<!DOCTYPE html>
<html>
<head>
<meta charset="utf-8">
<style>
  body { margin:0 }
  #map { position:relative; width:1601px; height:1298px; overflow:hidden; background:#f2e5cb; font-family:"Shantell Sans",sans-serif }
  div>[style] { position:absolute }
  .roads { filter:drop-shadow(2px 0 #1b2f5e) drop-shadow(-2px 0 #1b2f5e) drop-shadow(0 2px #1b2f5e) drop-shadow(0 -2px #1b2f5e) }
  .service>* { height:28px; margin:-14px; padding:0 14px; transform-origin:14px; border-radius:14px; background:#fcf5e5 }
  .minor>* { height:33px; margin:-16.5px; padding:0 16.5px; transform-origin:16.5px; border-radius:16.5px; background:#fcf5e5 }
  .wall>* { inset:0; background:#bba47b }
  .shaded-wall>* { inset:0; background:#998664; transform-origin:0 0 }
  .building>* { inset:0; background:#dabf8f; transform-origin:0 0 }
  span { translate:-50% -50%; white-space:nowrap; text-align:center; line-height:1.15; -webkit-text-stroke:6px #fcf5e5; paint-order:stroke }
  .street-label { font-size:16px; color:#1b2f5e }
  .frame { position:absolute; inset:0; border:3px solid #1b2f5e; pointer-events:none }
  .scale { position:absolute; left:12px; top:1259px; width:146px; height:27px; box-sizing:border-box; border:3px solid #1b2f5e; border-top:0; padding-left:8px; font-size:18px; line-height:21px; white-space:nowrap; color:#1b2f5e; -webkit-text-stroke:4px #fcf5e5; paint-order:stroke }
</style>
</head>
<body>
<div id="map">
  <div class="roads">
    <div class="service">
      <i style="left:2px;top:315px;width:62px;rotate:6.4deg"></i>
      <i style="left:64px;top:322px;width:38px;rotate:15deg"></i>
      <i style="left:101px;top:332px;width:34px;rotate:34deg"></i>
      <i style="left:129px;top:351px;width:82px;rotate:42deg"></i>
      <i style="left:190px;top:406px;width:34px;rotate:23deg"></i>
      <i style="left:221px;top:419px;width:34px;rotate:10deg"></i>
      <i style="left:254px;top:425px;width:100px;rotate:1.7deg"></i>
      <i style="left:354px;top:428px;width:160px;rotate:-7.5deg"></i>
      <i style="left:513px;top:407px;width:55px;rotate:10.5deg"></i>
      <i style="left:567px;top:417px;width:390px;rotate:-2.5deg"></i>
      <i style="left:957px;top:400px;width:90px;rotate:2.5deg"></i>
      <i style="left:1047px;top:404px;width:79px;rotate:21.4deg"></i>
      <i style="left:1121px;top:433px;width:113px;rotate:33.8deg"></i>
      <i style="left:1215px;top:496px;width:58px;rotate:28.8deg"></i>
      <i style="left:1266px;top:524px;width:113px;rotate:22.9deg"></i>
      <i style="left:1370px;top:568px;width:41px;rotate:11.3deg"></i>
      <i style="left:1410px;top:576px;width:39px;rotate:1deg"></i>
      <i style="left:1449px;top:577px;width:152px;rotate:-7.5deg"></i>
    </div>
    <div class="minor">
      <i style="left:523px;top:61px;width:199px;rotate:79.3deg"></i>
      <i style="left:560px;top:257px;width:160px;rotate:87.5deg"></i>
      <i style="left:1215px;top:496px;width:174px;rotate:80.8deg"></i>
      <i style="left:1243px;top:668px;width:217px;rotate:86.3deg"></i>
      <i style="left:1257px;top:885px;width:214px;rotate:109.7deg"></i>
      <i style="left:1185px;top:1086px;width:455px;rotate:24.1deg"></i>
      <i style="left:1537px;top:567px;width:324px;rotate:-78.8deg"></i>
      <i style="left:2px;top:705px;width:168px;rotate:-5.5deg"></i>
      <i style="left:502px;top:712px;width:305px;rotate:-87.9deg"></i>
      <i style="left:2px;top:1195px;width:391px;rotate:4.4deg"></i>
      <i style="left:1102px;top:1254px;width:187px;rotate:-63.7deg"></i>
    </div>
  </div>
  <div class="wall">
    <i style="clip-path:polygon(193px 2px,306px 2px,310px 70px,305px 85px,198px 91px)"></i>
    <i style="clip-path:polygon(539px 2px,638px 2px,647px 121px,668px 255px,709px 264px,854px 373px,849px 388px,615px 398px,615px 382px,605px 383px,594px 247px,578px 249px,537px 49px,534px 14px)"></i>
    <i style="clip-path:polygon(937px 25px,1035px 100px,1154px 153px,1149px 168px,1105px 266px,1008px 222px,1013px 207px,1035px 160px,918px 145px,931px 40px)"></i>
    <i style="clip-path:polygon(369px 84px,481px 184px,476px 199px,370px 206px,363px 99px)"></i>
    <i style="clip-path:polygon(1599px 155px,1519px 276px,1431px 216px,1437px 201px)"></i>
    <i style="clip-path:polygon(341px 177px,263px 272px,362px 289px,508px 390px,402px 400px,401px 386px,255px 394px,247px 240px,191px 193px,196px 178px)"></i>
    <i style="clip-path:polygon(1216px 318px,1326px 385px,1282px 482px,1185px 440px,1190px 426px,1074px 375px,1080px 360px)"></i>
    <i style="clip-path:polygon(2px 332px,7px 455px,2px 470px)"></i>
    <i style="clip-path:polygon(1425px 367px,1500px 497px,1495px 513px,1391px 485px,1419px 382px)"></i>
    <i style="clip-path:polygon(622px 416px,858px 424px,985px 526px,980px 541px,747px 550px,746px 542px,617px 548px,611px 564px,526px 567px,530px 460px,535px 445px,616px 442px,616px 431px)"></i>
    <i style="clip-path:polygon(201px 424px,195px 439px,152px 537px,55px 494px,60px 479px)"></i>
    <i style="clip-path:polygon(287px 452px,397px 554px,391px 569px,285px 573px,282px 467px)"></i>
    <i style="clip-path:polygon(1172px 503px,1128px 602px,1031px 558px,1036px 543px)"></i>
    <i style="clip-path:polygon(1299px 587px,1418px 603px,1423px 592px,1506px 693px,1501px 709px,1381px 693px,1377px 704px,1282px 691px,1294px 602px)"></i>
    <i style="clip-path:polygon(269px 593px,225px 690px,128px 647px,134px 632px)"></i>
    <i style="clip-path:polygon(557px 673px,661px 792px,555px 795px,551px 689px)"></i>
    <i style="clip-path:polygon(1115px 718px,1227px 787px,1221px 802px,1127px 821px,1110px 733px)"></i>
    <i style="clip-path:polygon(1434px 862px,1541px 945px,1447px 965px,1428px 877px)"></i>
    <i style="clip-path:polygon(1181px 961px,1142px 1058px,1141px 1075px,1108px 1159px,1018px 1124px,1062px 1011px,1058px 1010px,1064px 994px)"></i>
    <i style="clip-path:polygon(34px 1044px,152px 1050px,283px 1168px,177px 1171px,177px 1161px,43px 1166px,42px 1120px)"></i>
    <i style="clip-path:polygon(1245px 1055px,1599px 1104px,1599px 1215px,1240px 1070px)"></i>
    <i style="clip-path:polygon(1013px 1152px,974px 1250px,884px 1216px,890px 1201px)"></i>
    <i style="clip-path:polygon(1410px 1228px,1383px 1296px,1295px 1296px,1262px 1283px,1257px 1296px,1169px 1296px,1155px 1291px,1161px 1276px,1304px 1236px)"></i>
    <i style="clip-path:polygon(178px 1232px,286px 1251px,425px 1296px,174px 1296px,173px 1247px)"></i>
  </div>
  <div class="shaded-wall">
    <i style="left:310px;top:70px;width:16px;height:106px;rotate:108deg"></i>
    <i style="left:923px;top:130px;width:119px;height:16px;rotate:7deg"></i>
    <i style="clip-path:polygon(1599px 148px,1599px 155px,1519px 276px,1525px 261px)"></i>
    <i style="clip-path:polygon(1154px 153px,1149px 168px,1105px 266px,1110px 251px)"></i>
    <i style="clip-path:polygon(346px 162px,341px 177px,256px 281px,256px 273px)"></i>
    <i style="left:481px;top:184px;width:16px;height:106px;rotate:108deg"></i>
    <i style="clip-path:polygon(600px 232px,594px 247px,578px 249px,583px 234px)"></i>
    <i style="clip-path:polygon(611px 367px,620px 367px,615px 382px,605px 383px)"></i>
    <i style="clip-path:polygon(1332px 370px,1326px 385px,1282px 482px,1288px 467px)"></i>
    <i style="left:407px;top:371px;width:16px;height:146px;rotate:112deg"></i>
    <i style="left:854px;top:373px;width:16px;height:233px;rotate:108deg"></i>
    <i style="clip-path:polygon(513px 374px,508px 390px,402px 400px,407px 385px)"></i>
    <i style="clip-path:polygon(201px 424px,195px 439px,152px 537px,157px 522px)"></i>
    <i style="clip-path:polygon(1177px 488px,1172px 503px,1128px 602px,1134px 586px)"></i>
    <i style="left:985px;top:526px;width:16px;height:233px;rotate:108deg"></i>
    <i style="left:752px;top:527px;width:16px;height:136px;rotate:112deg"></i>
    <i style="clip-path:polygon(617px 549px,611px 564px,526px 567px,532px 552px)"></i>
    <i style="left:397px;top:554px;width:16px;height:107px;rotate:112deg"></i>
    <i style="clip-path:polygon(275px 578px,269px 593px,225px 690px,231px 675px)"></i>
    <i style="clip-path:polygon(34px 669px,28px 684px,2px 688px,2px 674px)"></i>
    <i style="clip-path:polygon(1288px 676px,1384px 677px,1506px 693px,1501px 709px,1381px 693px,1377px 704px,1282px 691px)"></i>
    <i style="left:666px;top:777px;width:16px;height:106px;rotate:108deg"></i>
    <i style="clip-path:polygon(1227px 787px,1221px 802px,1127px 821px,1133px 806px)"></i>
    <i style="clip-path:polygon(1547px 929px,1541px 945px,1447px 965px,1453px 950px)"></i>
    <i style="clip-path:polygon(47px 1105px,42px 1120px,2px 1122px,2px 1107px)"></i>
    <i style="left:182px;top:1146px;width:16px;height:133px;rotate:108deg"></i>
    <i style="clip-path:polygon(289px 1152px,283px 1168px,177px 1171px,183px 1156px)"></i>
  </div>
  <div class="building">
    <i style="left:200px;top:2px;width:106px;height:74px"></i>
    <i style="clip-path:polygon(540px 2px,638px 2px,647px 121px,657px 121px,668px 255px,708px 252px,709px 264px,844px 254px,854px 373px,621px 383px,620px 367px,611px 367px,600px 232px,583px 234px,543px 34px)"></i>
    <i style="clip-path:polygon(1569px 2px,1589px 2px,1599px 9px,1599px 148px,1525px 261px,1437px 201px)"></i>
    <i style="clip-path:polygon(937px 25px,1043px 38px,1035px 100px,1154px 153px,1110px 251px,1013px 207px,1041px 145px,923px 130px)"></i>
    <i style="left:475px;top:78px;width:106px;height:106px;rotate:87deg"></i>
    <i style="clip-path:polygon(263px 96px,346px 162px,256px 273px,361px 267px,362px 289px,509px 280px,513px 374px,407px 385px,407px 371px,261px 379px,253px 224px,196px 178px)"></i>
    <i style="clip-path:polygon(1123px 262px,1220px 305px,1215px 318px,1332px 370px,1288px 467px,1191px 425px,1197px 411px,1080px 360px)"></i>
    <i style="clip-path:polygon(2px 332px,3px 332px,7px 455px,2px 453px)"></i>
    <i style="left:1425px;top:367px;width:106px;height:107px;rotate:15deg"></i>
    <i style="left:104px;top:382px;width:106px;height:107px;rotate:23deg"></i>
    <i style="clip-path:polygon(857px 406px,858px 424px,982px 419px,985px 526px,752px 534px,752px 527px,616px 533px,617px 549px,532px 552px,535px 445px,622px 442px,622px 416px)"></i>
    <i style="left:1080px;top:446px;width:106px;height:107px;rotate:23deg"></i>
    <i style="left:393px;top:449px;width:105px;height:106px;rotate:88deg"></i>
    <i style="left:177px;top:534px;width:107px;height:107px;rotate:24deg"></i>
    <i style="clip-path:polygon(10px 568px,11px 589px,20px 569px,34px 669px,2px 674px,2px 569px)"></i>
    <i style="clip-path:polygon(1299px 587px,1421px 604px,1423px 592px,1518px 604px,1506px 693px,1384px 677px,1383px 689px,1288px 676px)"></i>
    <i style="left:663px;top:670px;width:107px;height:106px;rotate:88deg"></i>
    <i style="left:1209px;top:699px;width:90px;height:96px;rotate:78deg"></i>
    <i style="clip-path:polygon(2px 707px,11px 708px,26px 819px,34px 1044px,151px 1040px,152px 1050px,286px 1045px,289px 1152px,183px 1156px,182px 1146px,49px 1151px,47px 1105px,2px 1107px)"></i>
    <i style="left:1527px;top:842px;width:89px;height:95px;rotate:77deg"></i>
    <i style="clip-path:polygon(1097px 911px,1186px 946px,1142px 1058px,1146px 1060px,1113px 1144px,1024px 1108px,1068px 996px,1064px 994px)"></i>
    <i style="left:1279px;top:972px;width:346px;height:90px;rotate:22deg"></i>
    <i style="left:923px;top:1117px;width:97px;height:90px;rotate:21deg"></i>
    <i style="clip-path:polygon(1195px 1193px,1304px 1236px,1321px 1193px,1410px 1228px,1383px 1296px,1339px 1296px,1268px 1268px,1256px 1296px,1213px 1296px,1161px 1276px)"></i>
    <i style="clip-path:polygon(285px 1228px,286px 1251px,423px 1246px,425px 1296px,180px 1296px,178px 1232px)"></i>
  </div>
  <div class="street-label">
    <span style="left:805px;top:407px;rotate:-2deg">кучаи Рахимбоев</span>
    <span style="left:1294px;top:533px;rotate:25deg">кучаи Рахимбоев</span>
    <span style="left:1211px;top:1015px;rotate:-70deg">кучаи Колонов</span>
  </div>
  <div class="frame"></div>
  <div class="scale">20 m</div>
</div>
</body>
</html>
----------
Return only the lines from the beginning of the material up to and including the line with "height:28px; margin:-14px; padding:0", exactly as written.

◆ **Task response**
<!DOCTYPE html>
<html>
<head>
<meta charset="utf-8">
<style>
  body { margin:0 }
  #map { position:relative; width:1601px; height:1298px; overflow:hidden; background:#f2e5cb; font-family:"Shantell Sans",sans-serif }
  div>[style] { position:absolute }
  .roads { filter:drop-shadow(2px 0 #1b2f5e) drop-shadow(-2px 0 #1b2f5e) drop-shadow(0 2px #1b2f5e) drop-shadow(0 -2px #1b2f5e) }
  .service>* { height:28px; margin:-14px; padding:0 14px; transform-origin:14px; border-radius:14px; background:#fcf5e5 }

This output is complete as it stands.